Avro Anson, Ballaghaderreen, Co. Roscommon, March 1945
On Saturday, 10th of March 1945, an aircraft was heard overhead
by Gardai at Carlow town and was later observed by military at
Maryborough, County Laois and Athlone. This path forms a
fairly straight line across the country, and given his
destination was revealed later to be Belfast, the aircraft was
being flown well off track.
The aircraft was observed later by the Gardai at
Ballaghaderreen in County Roscommon circling two miles north of
It was reported then in the subsequent Irish Army reports to
have force landed at 13:10 hours on boggy ground at
Boleysillagh, four miles north west of the town. There was
found to be only one occupant on the aircraft, Squadron Leader J
Bowie, 76307 and he was recorded as being uninjured. There
is little other detail in the Irish Army report,
G2/X/1391. The cause of the forced landing is stated as
being "Loss of Bearings due to fog".
Local recollections were found in local history publications
and on social media many years later. Echoes of
Ballaghadeereen published an account of the crash in December
1991, including the story as told by a local man, then deceased,
Mick Fleming. "The late Mick
Fleming of Bohalis recalled how on that day he had been
engaged with some others on road making operations at
Boleysillagh. They saw the plane circling the town,
realised that it was in trouble, and at 1.15 p.m. witnessed
at first hand the nearest approach the inhabitants of
Ballaghadeereen had to the war which had raged for six
The Avro Anson had buried its undercarriage in the soft bog, but was otherwise intact. Squadron Leader Bowie was uninjured. Shortly afterwards, a car arrived from the town bearing the lcoal Garda Sergeant and Dr. Shannon. The Sergeant asked Mick Fleming who was an L.D.F. member, to go home for his uniform and mount guard on the machine. This he did, pending the arrival of the Armoured Squadron from Boyle."

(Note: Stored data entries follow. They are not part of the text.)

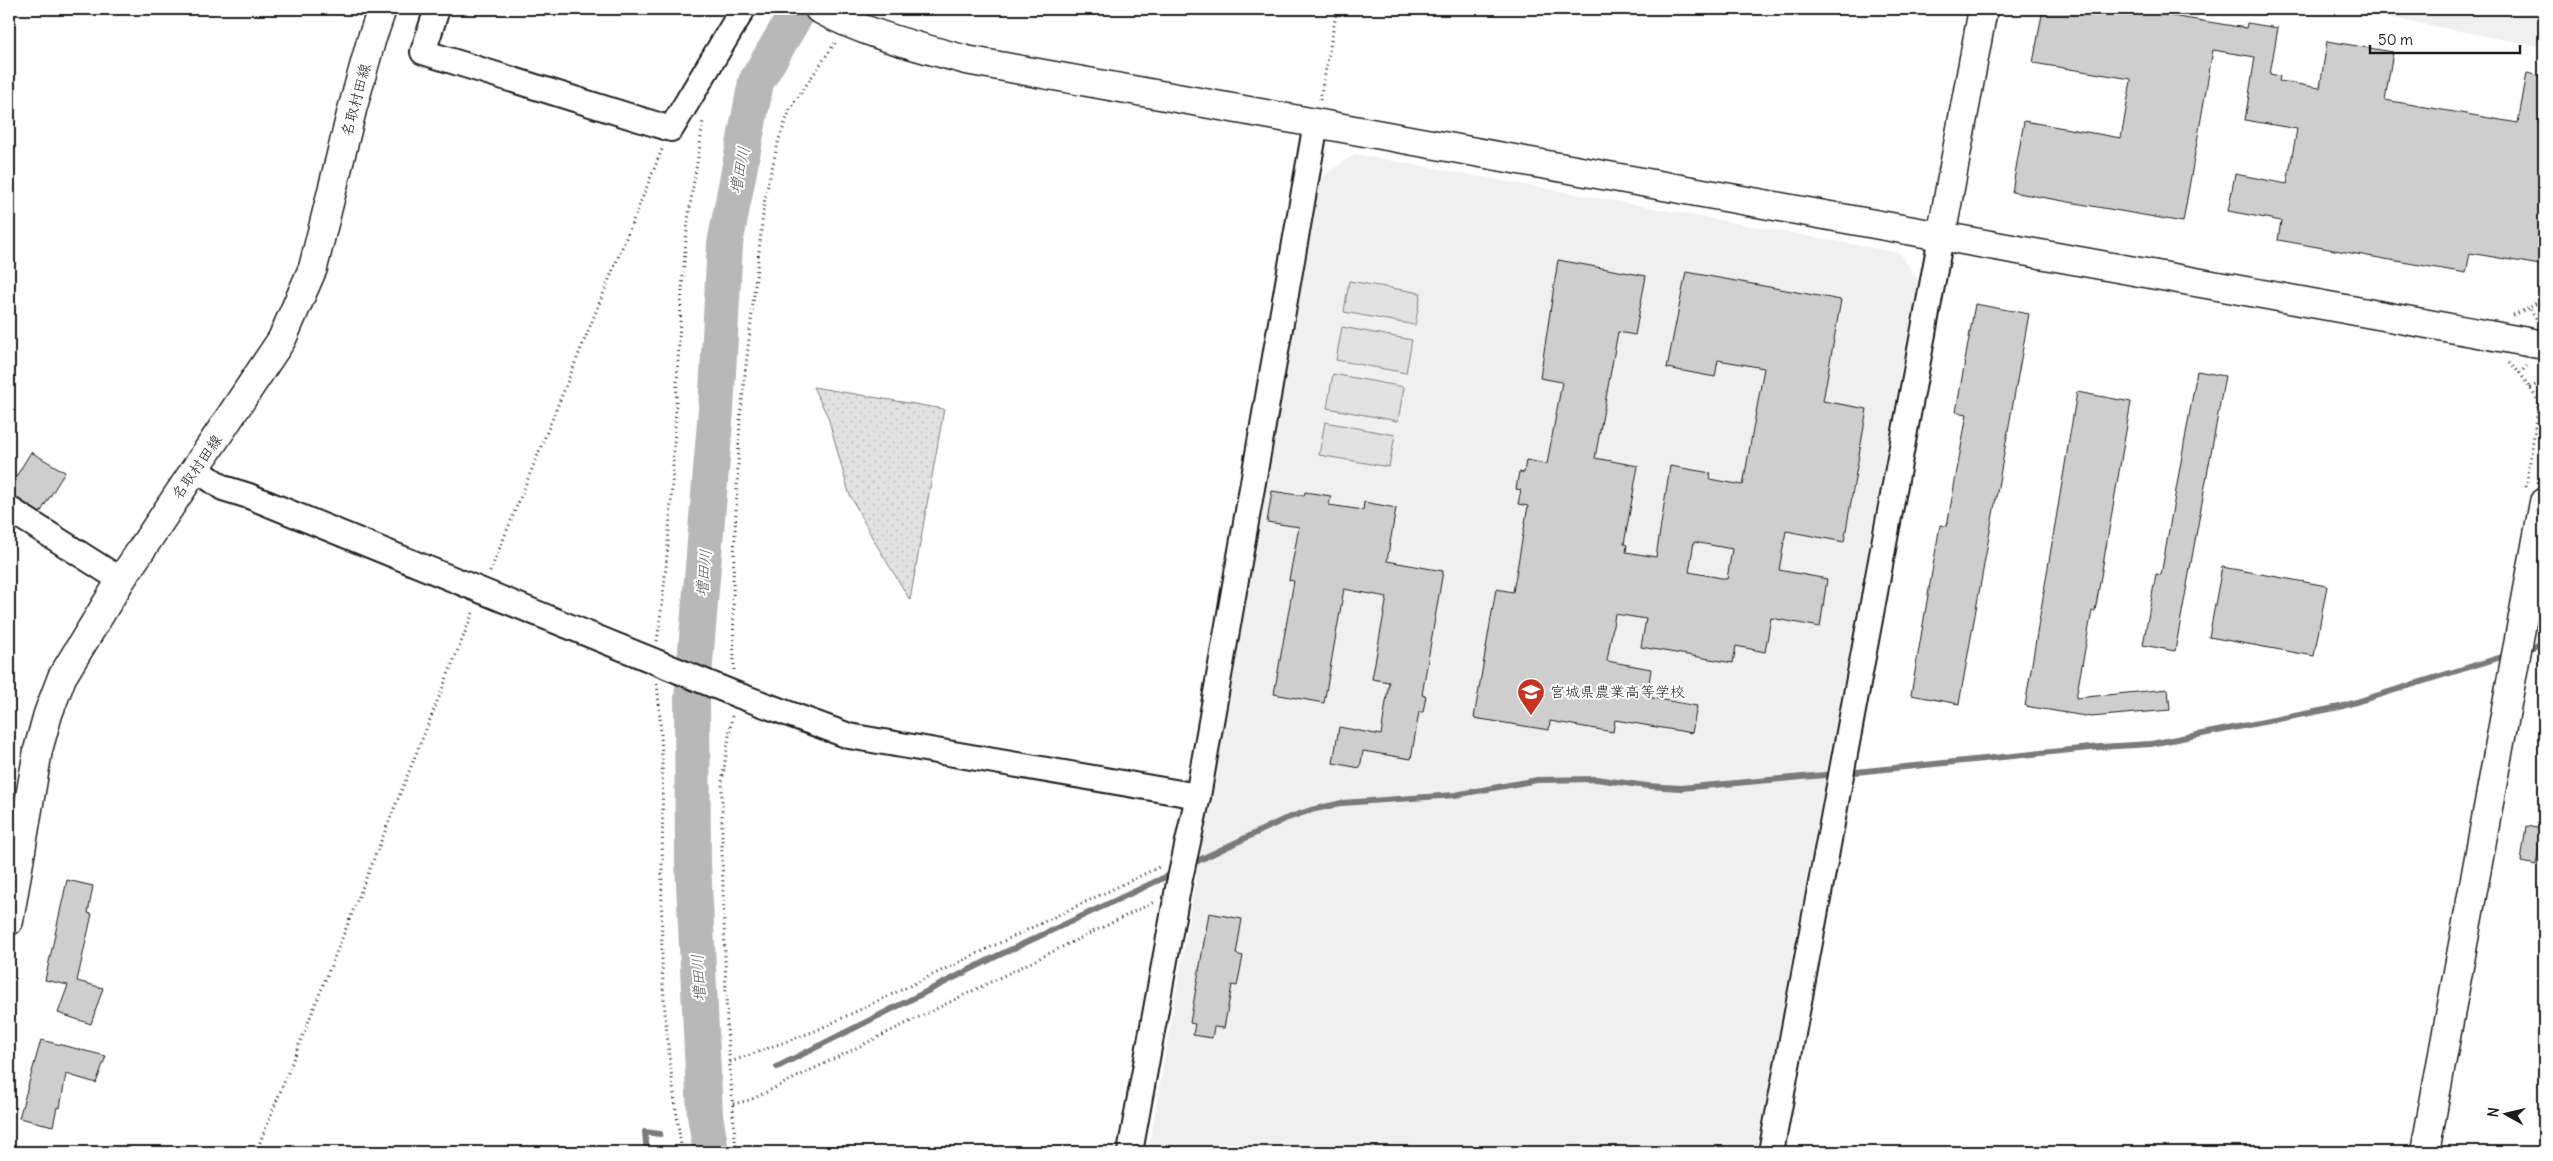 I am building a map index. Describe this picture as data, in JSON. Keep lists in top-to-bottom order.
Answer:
{
  "streets": {
    "street": ["名取村田線"]
  },
  "water": ["増田川"],
  "places": {
    "school or university": ["宮城県農業高等学校"]
  },
  "scale_bar": "50 m",
  "north": "left"
} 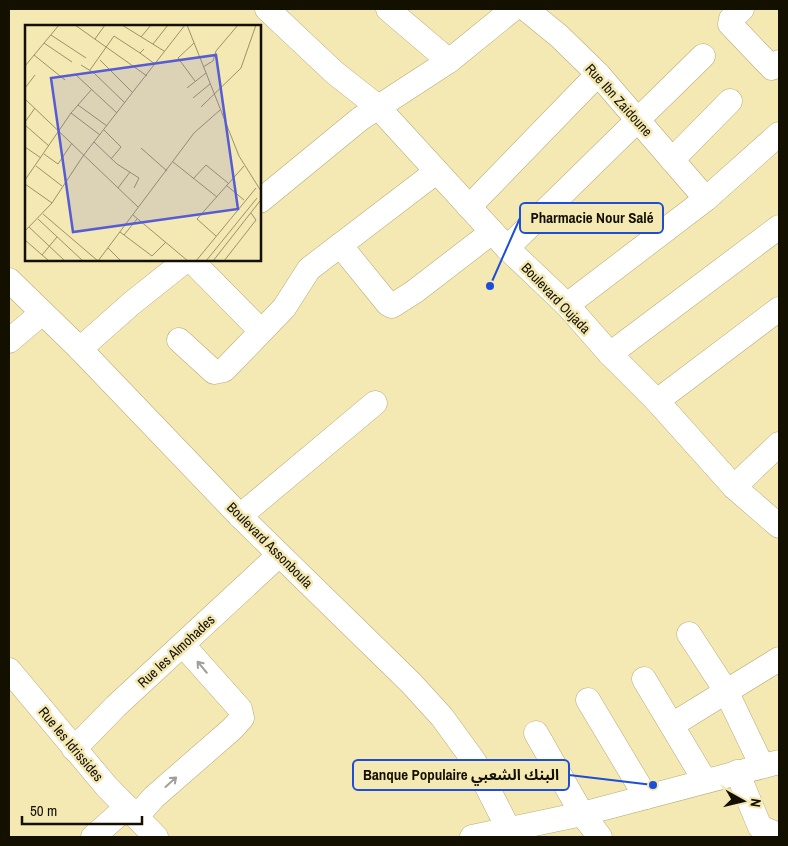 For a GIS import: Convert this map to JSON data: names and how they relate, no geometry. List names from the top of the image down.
{
  "streets": {
    "street": [
      "Rue Ibn Zaidoune",
      "Boulevard Oujada",
      "Boulevard Assonboula",
      "Rue les Almohades",
      "Rue les Idrissides"
    ]
  },
  "crossings": [
    ["Boulevard Assonboula", "Rue les Almohades"],
    ["Rue les Almohades", "Rue les Idrissides"]
  ],
  "places": ["Pharmacie Nour Salé", "Banque Populaire البنك الشعبي"],
  "scale_bar": "50 m",
  "north": "right"
} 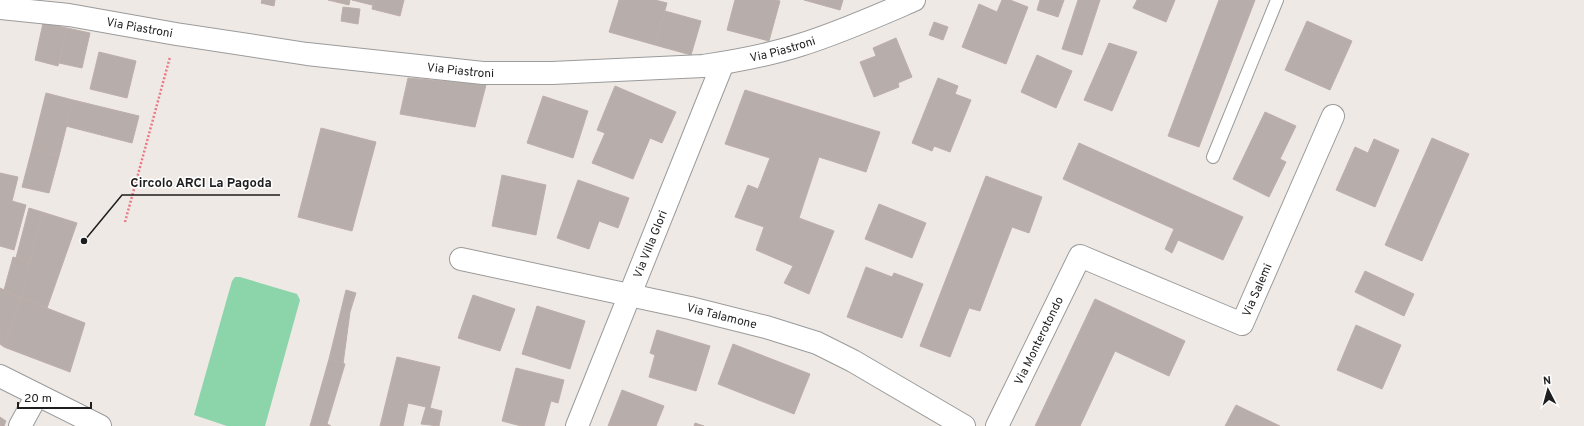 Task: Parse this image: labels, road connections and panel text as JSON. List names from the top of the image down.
{
  "streets": {
    "street": [
      "Via Piastroni",
      "Via Villa Glori",
      "Via Salemi",
      "Via Talamone",
      "Via Monterotondo"
    ]
  },
  "crossings": [
    ["Via Piastroni", "Via Villa Glori"],
    ["Via Villa Glori", "Via Talamone"],
    ["Via Salemi", "Via Monterotondo"]
  ],
  "places": ["Circolo ARCI La Pagoda"],
  "scale_bar": "20 m",
  "north": "top"
} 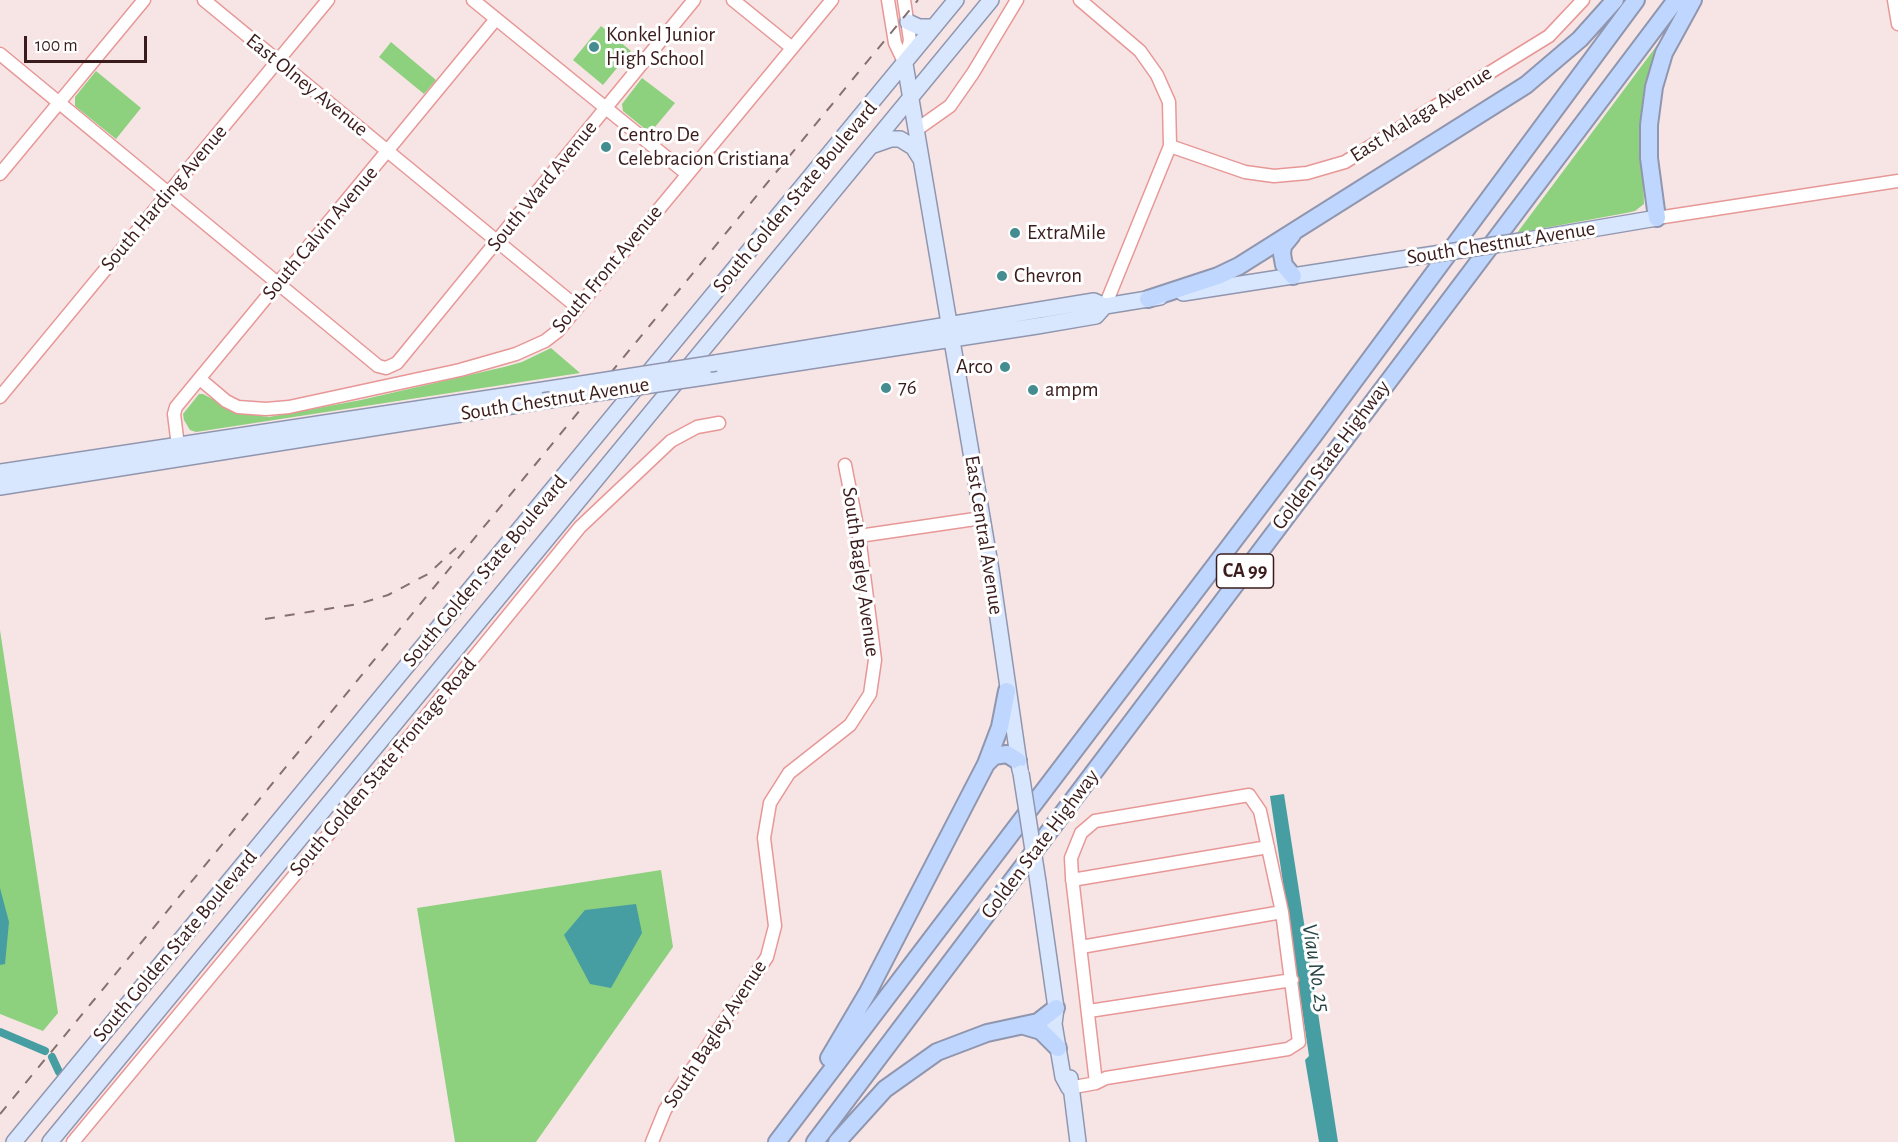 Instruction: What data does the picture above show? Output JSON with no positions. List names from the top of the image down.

Sally O'Grady who was ten at the time, told her memories of the day to her daughter who posted them to Facebook in January 2017. She recalled that the aircraft flew very low over their family home, and that her father was on the roof repairing the thatch. She was out the back of house having moved some cows when the aircraft startled her and she ran back to the house thinking it was a German aircraft. Her recollection pointed the location of the crashed aircraft to be to the rear of the family home, understood to be the rectangular area marked on the image below.
The aircraft, an Avro Anson, similar to the above example
photographed in the RAF Museum in Duxford, was a prewar coastal
patrol aircraft which had long ago been relegated away from
combat missions. The Anson instead served most of the war
as a tireless workhorse in training and transport roles.
Sqd/Ldr Bowie was taken to the border via the Grand Hotel in
Sligo by the Irish Army and handed over at Belleek at 21:15 on
the night of the landing. Commandant Power who accompanied
him had later to submit his expenses for refreshments there and
a phone call made by Bowie to Belfast from McDermotts Hotel in
The crashed aircraft drew crowds from all over the area that
afternoon and on the following day, the sunday. The 1991
article in the Echoes magazine recalled: IN an article in the "Echoes" some years
back, Michael Murphy recalled how as a pupil of the Brothers
N.S. he had walked for what seemed like miles to the scene,
and how for weeks afterwards, alleged souvenirs from the
plane changed hands at inflated prices in the school."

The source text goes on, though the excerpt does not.